トランプの戦争は戦争ではなく戦闘だと高市首相は明言した
トランプはイランを「悪の帝国」と称したが,私たちアメリカ以外の国民からすれば,イランもアメリカも「悪の帝国」だ.
その悪の帝国の首領であるトランプを,巧みな話術で操るメタニヤフの顔を見ると私はメフィストを想起する.
イスラエル政府がガザ地区の人々の殺戮を始めたあと,日本のテレビ局が一般のイスラエル人を相手に行った街頭インタビューで,あるイスラエル人が「我々はユダヤ人は第二次大戦で皆殺しにされかけた,今度は我々が殺す番だ」と平然と答えた.
アメリカ人にも自由と平和を愛する人々はまだいると思うが,歴史上最悪の悪の帝国を築こうとしているトランプの岩盤支持層であるアメリカのキリスト教原理主義者層は,人が人を殺すことをなんとも思っていない.
その点で,共和党とイスラエルは同じ宗教的立場に立っている.
昔 (1992年10月17日),ルイジアナ州バトンルージュ市の郊外で起きた事件.
この年のハロウィンで仮装した日本人留学高校生が「パーティに来ました」と言いながら敷地に入ったところ,この家の住人にマグナム銃で射殺された.
この事件については詳しい資料が残っているが,この高校生は,パーティが開かれている家を間違えてしまったという.
仮装した子供が庭に入ってきただけで殺されるのがアメリカという国なのである.
そして射殺した男の裁判で,陪審員たちは無罪の評決をした.
戦争に負けた国の人間を殺して何が悪いのか.これがアメリカという国の,キリスト教を信じる敬虔な陪審員の信念なのである.
言い換えれば,イランとの戦争に勝てば,イラン人をいくら殺してもアメリカ政府は罪に問われない.
もし負ければ,国際世界はトランプとアメリカ国民を平和と人権に対する罪で断罪するだろう.
だからトランプとメタニヤフは,イランとの戦争 (高市首相はこれは「戦争ではなく戦闘である」と明言した) に負けるわけにはいかない.
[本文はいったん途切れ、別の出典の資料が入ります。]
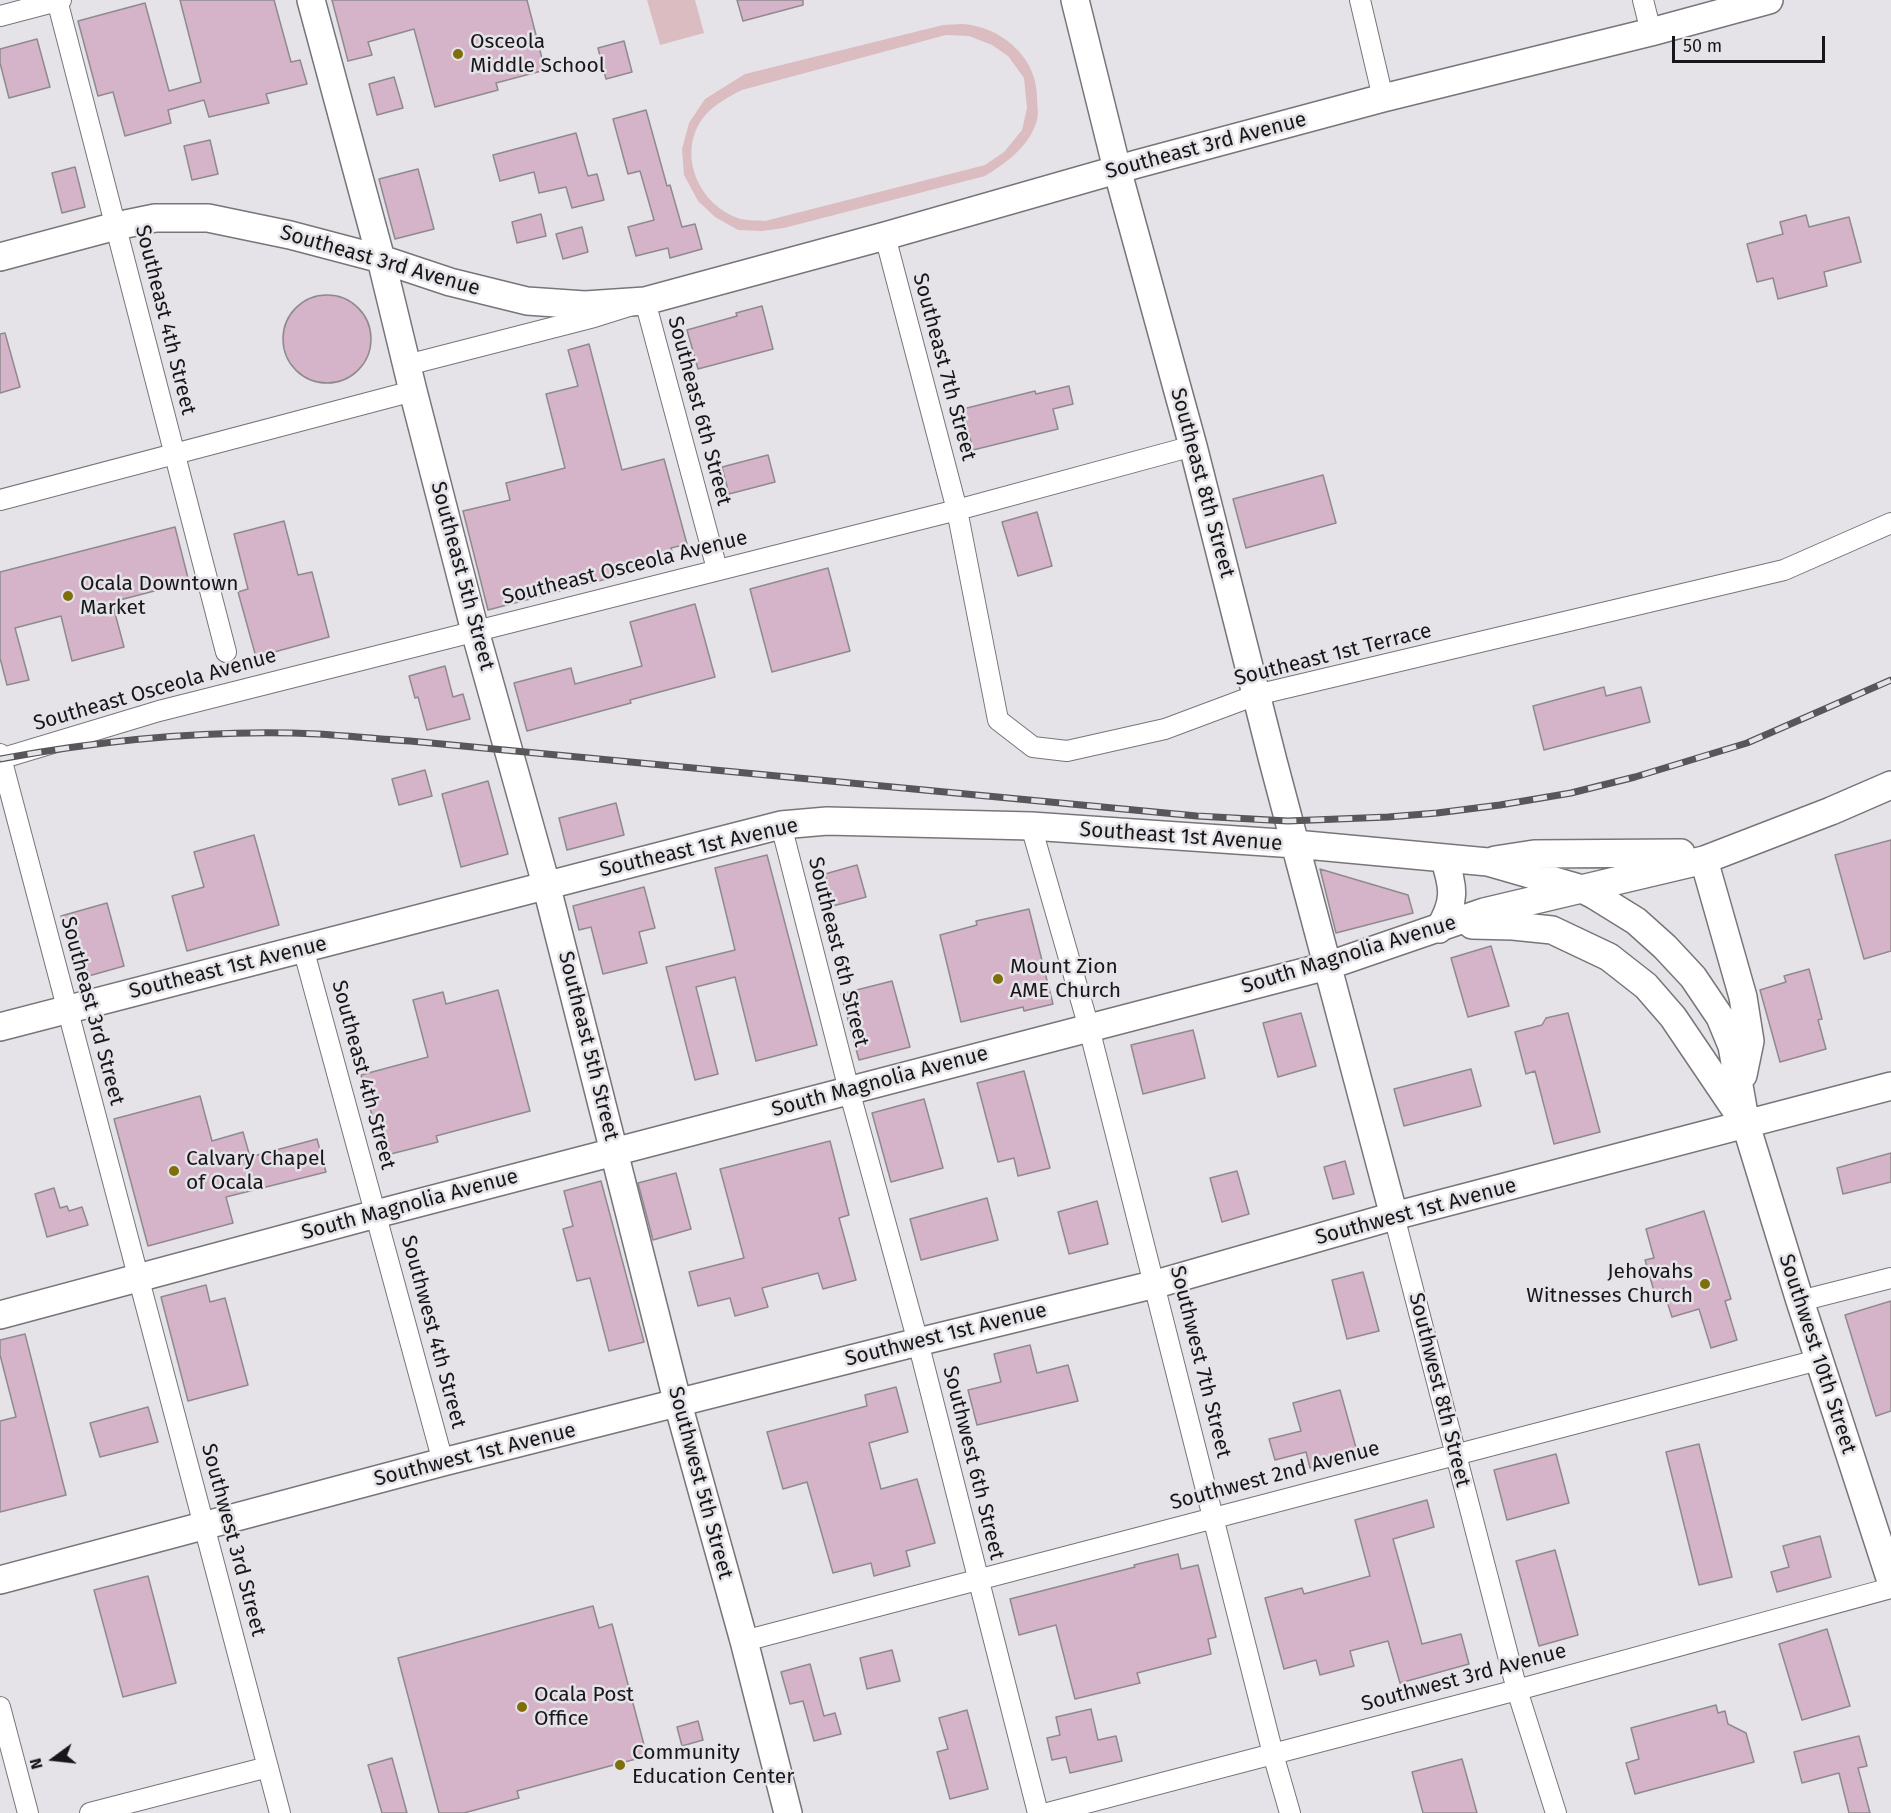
<!DOCTYPE html>
<style>
body{margin:0}
#map{position:relative;width:1891px;height:1813px;overflow:hidden;background:#e5e3e8;font-family:"Fira Sans",sans-serif}
canvas{display:block}
.north{position:absolute;left:24px;top:1729px;width:60px;height:60px;-webkit-text-stroke:4px #e5e3e8;paint-order:stroke;rotate:255deg;font-size:16px;font-weight:700;line-height:24px;text-align:center;color:#171618}
.north::after{content:'';display:block;margin:auto;width:21px;height:27px;background:#171618;clip-path:polygon(50% 0,100% 100%,50% 72%,0 100%)}
.scale{position:absolute;left:1672px;top:36px;width:153px;height:27px;box-sizing:border-box;border:3px solid #171618;border-top:0;padding-left:8px;font-size:18px;line-height:21px;white-space:nowrap;color:#171618;-webkit-text-stroke:4px #e5e3e8;paint-order:stroke}
</style>
<div id="map">
<canvas width="1891" height="1813"></canvas>
<div class="north">N</div>
<div class="scale">50 m</div>
</div>
<script>
const ctx = document.querySelector('canvas').getContext('2d');
ctx.lineJoin = 'round';
function paint(path, color) { ctx.fillStyle = color; ctx.fill(path, 'evenodd'); }
function trace(path, color, width, dash) { ctx.strokeStyle = color; ctx.lineWidth = width; ctx.lineCap = dash ? 'butt' : 'round'; ctx.setLineDash(dash || []); ctx.stroke(path); }
function drawText(font, color, halo, rows, align = 'center') {
  ctx.font = font + ' "Fira Sans",sans-serif'; ctx.lineWidth = 5; ctx.setLineDash([]); ctx.textBaseline = 'middle'; ctx.strokeStyle = halo; ctx.fillStyle = color; for (const [text, x, y, turn = 0] of rows) {
    ctx.save(); ctx.translate(x, y); ctx.rotate((+turn || 0) * Math.PI / 180); ctx.textAlign = isNaN(turn) ? turn : align; if (halo) ctx.strokeText(text, 0, 0); ctx.fillText(text, 0, 0); ctx.restore();
  }
}
const green = new Path2D(`
 M647,0H695L704,33L660,45Z
 M943,25C952,25 962,23 971,25C1006,31 1037,60 1037,97C1037,104 1039,113 1037,120C1030,146 1006,163 985,176L784,228L762,231L738,230L715,217L698,201L684,175L682,149L689,123L705,99L745,74ZM946,35L969,36L992,45L1008,56L1024,78L1027,108L1022,130L1004,152L985,165L765,221C757,220 746,221 738,218C701,205 679,160 699,124C708,108 726,98 742,90Z`);
const building = new Path2D(`
 M180,0H274L291,62L300,60L307,84L266,94L269,103L209,117L204,100L168,110L171,123L125,136L113,92L98,96L78,21L145,3L169,91L201,82Z
 M332,0H527L545,70L496,83L498,90L435,107L414,29L368,42L372,55L348,61Z
 M737,0H803V5L743,21Z
 M37,39L50,87L9,98L0,63V49Z
 M624,41L632,72L606,79L598,48Z
 M394,77L403,108L377,115L369,84Z
 M646,110L667,186L670,185L682,227L695,224L702,249L670,258L668,248L636,256L628,227L654,220L640,171L628,174L613,119Z
 M576,133L588,176L597,174L604,200L572,208L566,187L539,193L534,172L500,181L493,155Z
 M210,140L218,174L192,180L184,146Z
 M75,167L85,207L62,213L52,173Z
 M418,169L434,229L395,239L379,179Z
 M541,214L546,236L517,243L512,222Z
 M1806,215L1809,227L1849,217L1861,262L1824,272L1827,286L1778,299L1773,278L1757,282L1747,244L1783,234L1780,222Z
 M582,227L588,252L563,259L556,234Z
 M283 339a44 44 0 1 1 88 0a44 44 0 1 1-88 0Z
 M762,306L773,349L698,369L687,330L737,316L736,313Z
 M5,333L20,387L0,393V334Z
 M589,344L622,470L664,459L687,544L671,548L675,561L488,610L463,511L510,500L506,483L565,468L546,394L578,386L568,350Z
 M1069,386L1073,404L1053,409L1058,429L973,450L963,409L1035,391L1036,394Z
 M768,455L775,482L729,494L722,467Z
 M1323,475L1336,523L1246,548L1233,499Z
 M1037,512L1052,566L1018,576L1002,522Z
 M284,521L298,575L312,572L329,637L256,657L238,592L248,589L234,534Z
 M175,527L189,582L112,602L124,647L72,661L61,616L15,628L29,680L7,685L0,658V572Z
 M828,568L850,651L772,672L750,589Z
 M695,604L715,677L630,700L631,703L527,731L514,683L571,668L575,684L642,666L630,622Z
 M445,666L453,697L463,694L470,719L427,730L418,697L415,698L409,676Z
 M1604,687L1606,696L1641,687L1650,722L1544,750L1533,706Z
 M425,770L432,796L399,805L392,779Z
 M488,781L508,854L461,867L442,794Z
 M616,803L624,835L567,850L559,818Z
 M254,835L279,925L187,951L172,896L204,887L194,852Z
 M1891,840V951L1864,959L1835,855Z
 M767,855L817,1045L756,1061L735,977L696,987L718,1074L695,1080L666,967L735,950L715,868Z
 M857,865L866,897L833,906L825,874Z
 M1320,869L1408,895L1413,913L1336,933Z
 M644,887L655,928L639,932L647,963L603,974L591,927L579,930L573,906Z
 M107,903L124,966L78,979L61,916Z
 M1029,909L1053,1004L1024,1011L1023,1007L961,1022L940,935L977,925L976,921Z
 M1491,946L1509,1006L1468,1017L1451,958Z
 M1809,969L1822,1019L1818,1020L1826,1049L1780,1062L1760,990L1786,982L1784,976Z
 M892,981L910,1047L859,1060L841,994Z
 M498,990L530,1111L436,1136L438,1142L383,1156L361,1075L428,1057L413,1000L443,992L446,1004Z
 M1301,1013L1316,1066L1278,1077L1263,1023Z
 M1568,1013L1600,1132L1554,1144L1535,1071L1526,1074L1515,1032L1542,1025L1546,1018Z
 M1193,1030L1205,1078L1143,1094L1131,1045Z
 M1471,1069L1481,1106L1404,1126L1394,1089Z
 M1024,1071L1050,1168L1018,1176L1014,1158L998,1162L977,1083Z
 M200,1096L212,1141L243,1132L250,1157L317,1139L326,1172L226,1197L233,1223L148,1246L114,1119Z
 M924,1099L943,1168L891,1182L872,1113Z
 M830,1141L849,1215L839,1218L856,1280L823,1289L818,1273L762,1288L768,1307L735,1316L730,1298L698,1306L689,1272L744,1258L720,1169Z
 M1891,1153V1182L1843,1194L1837,1168Z
 M1345,1161L1354,1194L1333,1199L1324,1167Z
 M1237,1171L1249,1214L1222,1222L1210,1178Z
 M676,1173L691,1229L653,1240L638,1183Z
 M601,1181L644,1342L609,1351L590,1278L577,1281L563,1229L573,1226L564,1191Z
 M54,1188L60,1208L67,1206L69,1211L82,1207L88,1225L47,1237L35,1194Z
 M987,1198L998,1240L921,1260L910,1219Z
 M1097,1201L1108,1244L1069,1254L1058,1212Z
 M1704,1211L1731,1299L1725,1301L1737,1340L1711,1348L1699,1309L1672,1317L1663,1289L1654,1291L1645,1260L1654,1258L1646,1229Z
 M1363,1272L1379,1331L1347,1339L1332,1280Z
 M206,1285L210,1302L225,1298L248,1385L188,1401L161,1297Z
 M1891,1301V1411L1876,1416L1845,1315Z
 M25,1334L66,1495L0,1512V1421L16,1417L0,1355V1340Z
 M1030,1345L1037,1373L1068,1365L1078,1401L977,1425L968,1390L1001,1382L994,1354Z
 M896,1387L908,1432L869,1443L881,1489L917,1479L935,1543L906,1551L910,1566L874,1576L871,1563L833,1573L807,1482L783,1489L767,1432L867,1406L865,1395Z
 M1340,1390L1358,1455L1310,1468L1306,1452L1275,1460L1269,1439L1301,1431L1293,1403Z
 M148,1407L158,1442L100,1457L90,1423Z
 M1699,1444L1732,1577L1699,1585L1666,1452Z
 M1556,1454L1569,1503L1507,1520L1494,1470Z
 M1427,1500L1434,1527L1393,1539L1422,1644L1461,1634L1469,1664L1400,1683L1388,1641L1350,1651L1354,1666L1320,1675L1316,1660L1284,1669L1265,1598L1302,1588L1304,1594L1370,1576L1355,1520Z
 M1820,1536L1831,1577L1777,1592L1771,1572L1789,1567L1783,1546Z
 M1555,1550L1578,1635L1539,1646L1516,1561Z
 M1178,1554L1181,1569L1198,1565L1216,1637L1208,1639L1211,1654L1137,1673L1140,1683L1075,1699L1056,1625L1019,1635L1010,1599L1135,1567L1134,1565Z
 M148,1576L176,1683L123,1697L94,1590Z
 M593,1606L599,1628L612,1624L647,1756L517,1791L519,1798L464,1813H439L398,1658Z
 M1827,1629L1850,1706L1802,1720L1779,1644Z
 M892,1650L900,1681L867,1689L860,1658Z
 M810,1664L824,1716L835,1713L841,1734L814,1741L803,1701L790,1704L781,1672Z
 M1716,1705L1718,1713L1725,1711L1728,1724L1746,1733L1754,1762L1635,1794L1626,1763L1639,1759L1631,1728Z
 M1091,1709L1098,1740L1116,1736L1122,1761L1070,1773L1066,1757L1052,1760L1047,1738L1060,1735L1056,1717Z
 M967,1710L988,1789L950,1799L937,1752L948,1749L939,1718Z
 M698,1721L703,1740L682,1746L677,1727Z
 M1859,1736L1867,1766L1858,1768L1870,1813H1849L1839,1773L1802,1783L1794,1752Z
 M392,1758L407,1813H382L368,1765Z
 M1462,1759L1477,1813H1423L1412,1772Z`);
const street = new Path2D(`
 M57,0L226,652
 M1360,0L1383,98
 M1643,0L1651,32
 M0,16L61,0
 M885,236L957,510L998,720L1033,747L1067,751L1165,729L1256,695L1784,570L1891,523
 M407,365L594,317L645,301L717,569
 M0,500L413,391
 M0,754L280,1813
 M0,759L159,711L957,510L1193,446
 M781,825L849,1090L918,1342L1038,1813
 M1031,826L1089,1028L1273,1754L1290,1813
 M303,948L443,1462
 M1394,1216L1517,1690L1556,1813
 M1800,1301L1891,1278
 M744,1641L1818,1360
 M0,1707L28,1813
 M90,1813L268,1767
 M1048,1813L1517,1690L1891,1588`);
const secondary = new Path2D(`
 M311,0L381,259L413,391L475,631L546,884L678,1404L744,1641L788,1813
 M1075,0L1117,169L1193,446L1273,761L1394,1216
 M0,257L116,226L155,218H208L290,235L381,259L450,282L527,301L585,305L645,301L885,236L1137,164L1383,98L1651,32L1769,0
 M1495,860L1534,854L1681,853
 M1704,860L1743,997L1750,1041L1743,1075
 M1472,925L1513,926L1552,930L1609,957L1646,986L1673,1017L1742,1119
 M1439,929C1456,902 1454,887 1444,858
 M0,1027L699,846L781,825L827,821L1031,826L1295,844L1488,862L1582,889L1594,895L1636,921L1665,947L1693,977L1720,1017L1732,1046L1746,1125L1800,1301L1891,1581
 M0,1315L376,1214L1327,966L1484,912L1704,860L1831,811L1891,785
 M0,1580L443,1462L918,1342L1156,1284L1394,1216L1891,1086`);
const rail = new Path2D(`
 M0,759C104,740 212,729 318,734C349,736 379,739 410,741L1197,816L1288,821L1388,817L1437,813L1500,805L1571,793L1635,777L1747,743L1891,680`);
const markers = [
 [458,54,6,"#7f6e0c"],
 [68,596,6,"#7f6e0c"],
 [998,979,6,"#7f6e0c"],
 [174,1171,6,"#7f6e0c"],
 [1705,1284,6,"#7f6e0c"],
 [522,1707,6,"#7f6e0c"],
 [620,1765,6,"#7f6e0c"]
];
const poiNames = [
 ["Osceola",470,42],
 ["Middle School",470,66],
 ["Ocala Downtown",80,584],
 ["Market",80,608],
 ["Mount Zion",1010,967],
 ["AME Church",1010,991],
 ["Calvary Chapel",186,1159],
 ["of Ocala",186,1183],
 ["Jehovahs",1693,1272,"right"],
 ["Witnesses Church",1693,1296,"right"],
 ["Ocala Post",534,1695],
 ["Office",534,1719],
 ["Community",632,1753],
 ["Education Center",632,1777]
];
const streetNames = [
 ["Southeast 3rd Avenue",1206,146,-15],
 ["Southeast 3rd Avenue",380,261,16],
 ["Southeast 4th Street",165,320,76],
 ["Southeast 7th Street",944,367,75],
 ["Southeast 6th Street",699,411,75],
 ["Southeast 8th Street",1202,483,75],
 ["Southeast Osceola Avenue",625,568,-14],
 ["Southeast 5th Street",462,576,75],
 ["Southeast 1st Terrace",1333,655,-14],
 ["Southeast Osceola Avenue",155,690,-16],
 ["Southeast 1st Avenue",1181,837,4],
 ["Southeast 1st Avenue",699,848,-13],
 ["Southeast 6th Street",838,952,76],
 ["South Magnolia Avenue",1349,955,-17],
 ["Southeast 1st Avenue",228,968,-14],
 ["Southeast 3rd Street",92,1011,75],
 ["Southeast 5th Street",588,1046,76],
 ["Southeast 4th Street",363,1075,75],
 ["South Magnolia Avenue",880,1082,-15],
 ["South Magnolia Avenue",410,1205,-15],
 ["Southwest 1st Avenue",1416,1212,-15],
 ["Southwest 4th Street",433,1332,75],
 ["Southwest 1st Avenue",946,1335,-14],
 ["Southwest 10th Street",1817,1354,72],
 ["Southwest 7th Street",1200,1362,76],
 ["Southwest 8th Street",1439,1390,76],
 ["Southwest 1st Avenue",475,1455,-14],
 ["Southwest 6th Street",973,1463,76],
 ["Southwest 2nd Avenue",1275,1476,-15],
 ["Southwest 5th Street",700,1483,75],
 ["Southwest 3rd Street",233,1540,75],
 ["Southwest 3rd Avenue",1464,1678,-15]
];
paint(green, '#dbbdc1');
paint(building, '#d5b4ca');
trace(building, '#8f8a8d', 1.5);
trace(street, '#78757a', 22);
trace(secondary, '#78757a', 30);
trace(street, '#fff', 20);
trace(secondary, '#fff', 27);
trace(rail, '#585659', 7);
trace(rail, '#e5e3e8', 4.5, [14]);
for (const [x, y, r, color] of markers) { const dot = new Path2D(); dot.arc(x, y, r, 0, 2 * Math.PI); ctx.fillStyle = color; ctx.fill(dot); trace(dot, '#e5e3e8', 2); }
drawText('21px', '#171618', '#e5e3e8', poiNames, 'left');
drawText('21px', '#171618', '#e5e3e8', streetNames);
</script>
もし勝てば,トランプは次の中間選挙で圧勝できると確信しているからだ.
昔,ベトナム戦争が泥沼化しているとき,アメリカの若者たちは戦争反対運動に立ち上がった.
今はそんな青年たちはアメリカのどこにもいない.
アメリカ各地で戦争反対の小規模デモに参加しているのは,かつてベトナム戦争に駆り出され,心に深く傷を受けて戻ってきた帰還兵たちだけである.
しかし彼らは年老いた.もうアメリカを動かす力はない.
そしてこの事態に,民主党の政治家たちは沈黙したままである.
シリコンバレーの若い先進企業経営者たちは,マイクロソフトを除いて,トランプの後ろ盾になっている.
こうなれば,もうトランプのやりたい放題だ.
欧州の政治家は,トランプに距離を置いている.
トランプとネタニヤフの戦争は我々の戦争ではない,と.
それでもトランプは,必ず日本だけはアメリカと運命を共にするとネットに投稿したが,これが高市首相の「世界の真ん中で花咲く日本外交」である.
先日の日米首脳会談で何が話し合われたか,高市首相はメディアの質問に「機微」と称して回答を拒否している.
だがあと何十年かすれば,アメリカの法律によって,高市首相とトランプの「密約」が公開されるだろう.
太平洋戦争後の時代を生きてきた後期高齢者の私たちは知っているが,日米の「密約」は常にアメリカ側から公開されるのである.
ベトナム戦争のとき,戦争反対の連日のデモに参加した日本の青年たちは,今はもう老いて後期高齢者になってしまった.
アメリカと同じだ.
太平洋戦争の経験者たちは世を去った.ベトナム戦争から半世紀経って戦争の目撃者が老いた今,再び戦争は繰り返される.
高市首相の改憲政策を支持する今の日本の若者たちは,戦場で自分が銃を持って戦い,頭や胸を銃弾で打ち抜かれるという映像的リアリズムを持っていないからだ.
その点では,政治家なのに軍事知識を著しく欠く高市首相も,戦争は自衛隊がやるとしか思っていないだろう.
彼女は,日本に軍需産業を興し,生産した兵器を輸出することで日本の景気回復をしようとしているほどの時代遅れの軍事無知だ.
だからイランのように,北朝鮮や中国のミサイルで日本政府要人が瞬間的に爆殺されるなんて思ってもいないだろう.
あと何年か経ってまだ生き残っている後期高齢者たちは知る.この首相の任期中,いつの間にか「戦争が廊下の奥に立つてゐた」ことを.